Because of such loopholes, the proposal received swift criticism from consumer groups and other pro-net neutrality interests, including web content providers such as Facebook and Skype, which formerly had a pro-neutrality allegiance with Google. One FCC commissioner, Michael Copp, said in a statement the proposal had “many problems.” Venture capitalists said the proposal would hamper competition.

“The proposal was very disappointing, and it certainly is not network neutrality,” says Marvin Ammori, former general counsel of Free Press who argued for the group as an intervenor in Comcast v. FCC. “Essentially, they engaged in double speak. The proposal used just about every loophole it could, and once you get through the loopholes, it gives very little jurisdiction to the FCC–it would defer to [mediation by an] industry body.”

Lost Authority

Google took to its Public Policy blog to defend the proposal by pointing to otherwise fruitless net neutrality discussions.

In his post, Google's telecom and media counsel Richard Whitt wrote, “At this time there are no enforceable protections–at the Federal Communications Commission or anywhere else–against even the worst forms of carrier discrimination against Internet traffic. … We're not saying this solution is perfect, but we believe that a proposal that locks in key enforceable protections for consumers is preferable to no protection at all.”

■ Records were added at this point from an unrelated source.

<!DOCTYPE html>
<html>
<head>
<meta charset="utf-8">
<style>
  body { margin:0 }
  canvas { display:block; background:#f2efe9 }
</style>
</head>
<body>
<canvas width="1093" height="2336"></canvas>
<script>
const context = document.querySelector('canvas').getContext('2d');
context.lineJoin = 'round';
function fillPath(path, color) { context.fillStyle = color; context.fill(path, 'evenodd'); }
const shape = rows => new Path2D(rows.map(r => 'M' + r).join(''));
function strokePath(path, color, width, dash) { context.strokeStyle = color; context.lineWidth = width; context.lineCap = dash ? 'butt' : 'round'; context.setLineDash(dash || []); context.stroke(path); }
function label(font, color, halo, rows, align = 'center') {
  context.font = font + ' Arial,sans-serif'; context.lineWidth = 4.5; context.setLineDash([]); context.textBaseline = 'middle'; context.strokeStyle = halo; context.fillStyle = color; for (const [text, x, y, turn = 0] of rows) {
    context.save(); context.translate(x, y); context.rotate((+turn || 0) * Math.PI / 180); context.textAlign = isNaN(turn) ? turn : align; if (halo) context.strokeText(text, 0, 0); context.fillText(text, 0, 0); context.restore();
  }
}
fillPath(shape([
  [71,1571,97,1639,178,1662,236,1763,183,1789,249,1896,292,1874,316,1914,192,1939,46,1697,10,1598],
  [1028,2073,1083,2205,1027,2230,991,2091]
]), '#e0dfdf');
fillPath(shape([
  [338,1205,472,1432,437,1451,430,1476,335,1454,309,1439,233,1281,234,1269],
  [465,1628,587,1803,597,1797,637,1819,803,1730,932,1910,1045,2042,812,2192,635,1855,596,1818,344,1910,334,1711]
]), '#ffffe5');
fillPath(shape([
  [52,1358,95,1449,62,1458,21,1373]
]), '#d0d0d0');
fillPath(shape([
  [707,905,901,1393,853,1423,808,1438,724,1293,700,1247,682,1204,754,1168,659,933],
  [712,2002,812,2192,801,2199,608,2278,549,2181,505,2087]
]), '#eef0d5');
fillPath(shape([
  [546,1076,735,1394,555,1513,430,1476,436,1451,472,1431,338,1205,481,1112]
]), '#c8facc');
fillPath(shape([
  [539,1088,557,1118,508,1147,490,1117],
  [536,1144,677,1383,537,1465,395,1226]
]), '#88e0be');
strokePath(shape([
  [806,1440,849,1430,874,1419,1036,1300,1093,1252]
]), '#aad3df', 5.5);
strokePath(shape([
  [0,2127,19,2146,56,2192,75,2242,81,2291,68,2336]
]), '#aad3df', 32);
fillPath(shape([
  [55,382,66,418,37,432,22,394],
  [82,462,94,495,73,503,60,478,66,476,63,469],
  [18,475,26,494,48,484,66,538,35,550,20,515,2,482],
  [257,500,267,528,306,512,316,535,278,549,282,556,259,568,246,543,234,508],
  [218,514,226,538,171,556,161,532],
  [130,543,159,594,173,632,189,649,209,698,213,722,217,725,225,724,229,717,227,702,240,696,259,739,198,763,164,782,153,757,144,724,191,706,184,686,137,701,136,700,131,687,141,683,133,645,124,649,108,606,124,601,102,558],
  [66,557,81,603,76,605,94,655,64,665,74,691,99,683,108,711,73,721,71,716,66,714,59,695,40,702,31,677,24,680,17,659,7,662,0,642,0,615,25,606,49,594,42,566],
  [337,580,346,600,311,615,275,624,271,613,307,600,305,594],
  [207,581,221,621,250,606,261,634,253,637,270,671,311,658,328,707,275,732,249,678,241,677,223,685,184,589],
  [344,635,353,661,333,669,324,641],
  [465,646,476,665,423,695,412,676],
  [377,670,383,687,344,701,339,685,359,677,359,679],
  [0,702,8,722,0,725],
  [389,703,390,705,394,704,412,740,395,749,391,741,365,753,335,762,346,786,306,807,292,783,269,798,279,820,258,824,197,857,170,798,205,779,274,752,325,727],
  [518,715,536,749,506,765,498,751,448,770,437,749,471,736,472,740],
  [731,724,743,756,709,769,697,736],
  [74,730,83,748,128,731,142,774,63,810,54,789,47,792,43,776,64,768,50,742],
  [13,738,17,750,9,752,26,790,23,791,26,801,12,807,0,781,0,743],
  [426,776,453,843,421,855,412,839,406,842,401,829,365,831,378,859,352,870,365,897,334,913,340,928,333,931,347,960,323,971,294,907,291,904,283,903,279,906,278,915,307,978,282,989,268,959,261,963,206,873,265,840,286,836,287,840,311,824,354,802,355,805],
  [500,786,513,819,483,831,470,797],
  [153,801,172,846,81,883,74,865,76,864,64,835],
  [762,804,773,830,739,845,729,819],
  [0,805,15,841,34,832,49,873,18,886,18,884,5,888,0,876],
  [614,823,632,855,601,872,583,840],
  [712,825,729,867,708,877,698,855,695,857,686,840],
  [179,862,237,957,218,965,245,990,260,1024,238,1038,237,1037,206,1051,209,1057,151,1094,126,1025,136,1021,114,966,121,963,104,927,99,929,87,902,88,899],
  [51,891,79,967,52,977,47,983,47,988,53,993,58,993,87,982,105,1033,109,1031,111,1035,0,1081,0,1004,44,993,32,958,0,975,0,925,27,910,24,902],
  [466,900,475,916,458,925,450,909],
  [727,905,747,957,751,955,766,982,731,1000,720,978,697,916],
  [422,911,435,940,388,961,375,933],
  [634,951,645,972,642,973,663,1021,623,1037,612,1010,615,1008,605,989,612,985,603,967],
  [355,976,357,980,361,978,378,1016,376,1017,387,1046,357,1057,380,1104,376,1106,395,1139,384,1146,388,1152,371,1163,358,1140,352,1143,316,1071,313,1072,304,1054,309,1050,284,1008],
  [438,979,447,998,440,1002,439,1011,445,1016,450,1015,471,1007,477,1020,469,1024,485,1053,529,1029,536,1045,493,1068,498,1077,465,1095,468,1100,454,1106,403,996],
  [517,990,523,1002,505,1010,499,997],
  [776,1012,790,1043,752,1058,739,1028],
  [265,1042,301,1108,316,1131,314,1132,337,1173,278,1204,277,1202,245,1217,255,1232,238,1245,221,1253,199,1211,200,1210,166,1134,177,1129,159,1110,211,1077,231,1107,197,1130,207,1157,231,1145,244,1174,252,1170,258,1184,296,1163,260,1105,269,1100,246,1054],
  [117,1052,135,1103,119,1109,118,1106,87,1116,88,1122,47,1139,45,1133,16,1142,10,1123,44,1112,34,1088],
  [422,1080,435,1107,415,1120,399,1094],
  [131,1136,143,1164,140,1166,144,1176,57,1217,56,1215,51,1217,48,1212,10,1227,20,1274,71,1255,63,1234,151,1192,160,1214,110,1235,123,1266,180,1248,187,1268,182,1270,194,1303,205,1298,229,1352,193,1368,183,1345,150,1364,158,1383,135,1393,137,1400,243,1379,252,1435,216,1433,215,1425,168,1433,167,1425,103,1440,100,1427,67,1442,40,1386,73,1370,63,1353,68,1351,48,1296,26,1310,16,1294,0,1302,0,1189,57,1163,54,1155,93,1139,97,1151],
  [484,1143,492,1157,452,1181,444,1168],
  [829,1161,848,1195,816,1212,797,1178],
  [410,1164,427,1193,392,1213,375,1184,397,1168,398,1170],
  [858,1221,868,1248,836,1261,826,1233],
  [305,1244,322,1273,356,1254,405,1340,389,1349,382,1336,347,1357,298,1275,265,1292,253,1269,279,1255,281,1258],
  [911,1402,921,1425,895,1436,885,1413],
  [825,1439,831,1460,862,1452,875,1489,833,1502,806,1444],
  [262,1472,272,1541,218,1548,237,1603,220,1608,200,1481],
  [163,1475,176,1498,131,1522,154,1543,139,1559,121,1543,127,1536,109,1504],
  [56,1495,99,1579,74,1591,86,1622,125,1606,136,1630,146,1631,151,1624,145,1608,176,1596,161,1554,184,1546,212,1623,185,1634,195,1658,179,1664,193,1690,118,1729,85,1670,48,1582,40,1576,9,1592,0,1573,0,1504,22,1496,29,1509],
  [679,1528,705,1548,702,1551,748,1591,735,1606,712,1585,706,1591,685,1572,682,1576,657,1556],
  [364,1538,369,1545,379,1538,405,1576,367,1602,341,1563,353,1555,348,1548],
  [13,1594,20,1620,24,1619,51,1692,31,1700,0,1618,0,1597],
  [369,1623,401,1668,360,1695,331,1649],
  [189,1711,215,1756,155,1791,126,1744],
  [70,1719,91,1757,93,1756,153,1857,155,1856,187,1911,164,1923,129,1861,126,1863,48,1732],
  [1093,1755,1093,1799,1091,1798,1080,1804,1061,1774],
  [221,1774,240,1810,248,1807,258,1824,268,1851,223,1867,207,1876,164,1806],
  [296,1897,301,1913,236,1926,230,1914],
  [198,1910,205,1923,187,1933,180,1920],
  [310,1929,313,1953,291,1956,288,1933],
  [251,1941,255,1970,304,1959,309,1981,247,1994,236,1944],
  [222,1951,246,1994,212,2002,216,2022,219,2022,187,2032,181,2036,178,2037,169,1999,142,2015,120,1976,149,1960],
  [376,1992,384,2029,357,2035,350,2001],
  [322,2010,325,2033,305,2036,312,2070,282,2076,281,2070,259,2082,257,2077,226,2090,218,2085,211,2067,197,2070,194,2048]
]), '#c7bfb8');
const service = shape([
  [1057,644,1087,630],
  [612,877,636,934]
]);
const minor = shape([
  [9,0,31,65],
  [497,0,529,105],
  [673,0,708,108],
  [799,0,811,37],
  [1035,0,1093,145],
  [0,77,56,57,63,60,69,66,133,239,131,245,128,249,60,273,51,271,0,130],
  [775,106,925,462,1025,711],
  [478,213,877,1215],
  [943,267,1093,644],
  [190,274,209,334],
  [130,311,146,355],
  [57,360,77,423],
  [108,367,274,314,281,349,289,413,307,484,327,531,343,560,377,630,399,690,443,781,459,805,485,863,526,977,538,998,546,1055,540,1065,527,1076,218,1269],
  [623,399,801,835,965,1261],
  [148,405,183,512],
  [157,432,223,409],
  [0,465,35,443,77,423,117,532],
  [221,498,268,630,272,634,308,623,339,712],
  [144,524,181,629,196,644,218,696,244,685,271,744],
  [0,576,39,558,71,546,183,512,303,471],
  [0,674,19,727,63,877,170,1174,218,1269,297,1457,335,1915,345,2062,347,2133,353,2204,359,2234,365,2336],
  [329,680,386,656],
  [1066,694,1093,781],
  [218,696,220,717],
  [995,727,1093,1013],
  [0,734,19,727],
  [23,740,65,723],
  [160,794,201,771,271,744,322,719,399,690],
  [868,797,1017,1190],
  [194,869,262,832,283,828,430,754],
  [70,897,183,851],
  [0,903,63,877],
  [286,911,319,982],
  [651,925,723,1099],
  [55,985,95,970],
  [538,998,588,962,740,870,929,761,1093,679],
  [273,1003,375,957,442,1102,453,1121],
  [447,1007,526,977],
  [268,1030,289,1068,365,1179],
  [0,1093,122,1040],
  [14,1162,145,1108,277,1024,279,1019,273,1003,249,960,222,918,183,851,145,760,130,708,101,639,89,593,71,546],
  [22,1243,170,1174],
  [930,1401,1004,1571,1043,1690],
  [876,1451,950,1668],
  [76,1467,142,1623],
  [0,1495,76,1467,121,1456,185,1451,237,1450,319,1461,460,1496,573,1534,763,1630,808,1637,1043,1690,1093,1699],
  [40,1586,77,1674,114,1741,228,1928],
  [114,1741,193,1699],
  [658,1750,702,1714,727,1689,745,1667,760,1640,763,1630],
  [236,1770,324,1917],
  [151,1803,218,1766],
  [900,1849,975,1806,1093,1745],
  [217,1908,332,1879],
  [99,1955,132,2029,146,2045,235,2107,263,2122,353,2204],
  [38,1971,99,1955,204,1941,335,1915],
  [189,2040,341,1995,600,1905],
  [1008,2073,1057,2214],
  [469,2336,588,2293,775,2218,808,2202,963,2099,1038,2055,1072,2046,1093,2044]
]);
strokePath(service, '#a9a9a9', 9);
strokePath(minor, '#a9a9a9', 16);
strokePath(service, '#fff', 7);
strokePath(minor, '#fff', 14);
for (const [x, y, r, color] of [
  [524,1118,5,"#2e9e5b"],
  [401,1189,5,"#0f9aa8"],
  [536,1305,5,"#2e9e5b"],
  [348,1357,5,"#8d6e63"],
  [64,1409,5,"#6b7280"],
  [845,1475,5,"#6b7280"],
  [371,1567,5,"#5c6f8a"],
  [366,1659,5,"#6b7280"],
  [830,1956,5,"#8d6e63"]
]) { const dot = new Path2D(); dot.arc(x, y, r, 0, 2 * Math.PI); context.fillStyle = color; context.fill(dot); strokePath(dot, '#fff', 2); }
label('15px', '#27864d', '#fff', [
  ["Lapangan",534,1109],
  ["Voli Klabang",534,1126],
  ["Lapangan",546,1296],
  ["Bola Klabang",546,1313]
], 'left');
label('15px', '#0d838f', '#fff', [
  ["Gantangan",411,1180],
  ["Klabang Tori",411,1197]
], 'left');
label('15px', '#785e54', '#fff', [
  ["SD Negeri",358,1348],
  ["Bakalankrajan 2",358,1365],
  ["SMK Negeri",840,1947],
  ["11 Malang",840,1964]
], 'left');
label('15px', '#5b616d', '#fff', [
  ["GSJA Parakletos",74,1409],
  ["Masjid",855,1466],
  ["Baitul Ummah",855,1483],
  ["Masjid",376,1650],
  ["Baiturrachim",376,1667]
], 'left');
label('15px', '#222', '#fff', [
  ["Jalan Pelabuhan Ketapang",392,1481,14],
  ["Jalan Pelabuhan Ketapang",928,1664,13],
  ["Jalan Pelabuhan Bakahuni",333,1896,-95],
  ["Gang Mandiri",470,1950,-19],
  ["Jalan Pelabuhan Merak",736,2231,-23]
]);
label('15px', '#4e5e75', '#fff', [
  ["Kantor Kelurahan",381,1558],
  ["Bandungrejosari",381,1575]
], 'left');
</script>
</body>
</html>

The proposal comes on the heels of what has been a tumultuous period for the FCC as it has been forced to re-evaluate how it can regulate ISPs on net neutrality.

In April, the D.C. Circuit found in Comcast that the agency lacked the authority to regulate ISPs' network management practices, having failed to tie its ancillary, or implied, authority over ISPs to any express statutory authority. The ruling shook the foundation of the FCC's governance over net neutrality and highlighted the weaknesses in the current regulatory scheme.

Following that ruling, the FCC proposed what it called a “Third Way”–an alternative to either continuing to regulate under the ancillary authority that the D.C. Circuit said it lacked, or applying its authority, set forth in Title II of the Telecommunications Act, over telecommunications services to Internet and broadband providers. The Third Way struck a balance–the FCC said it would assert its Title II authority to regulate certain ISP practices, but only where that authority was clear from the statute. In murkier areas, it would use rulemaking procedures to gain such authority. (The scheme would require committee-level approval, at the least, from Congress.)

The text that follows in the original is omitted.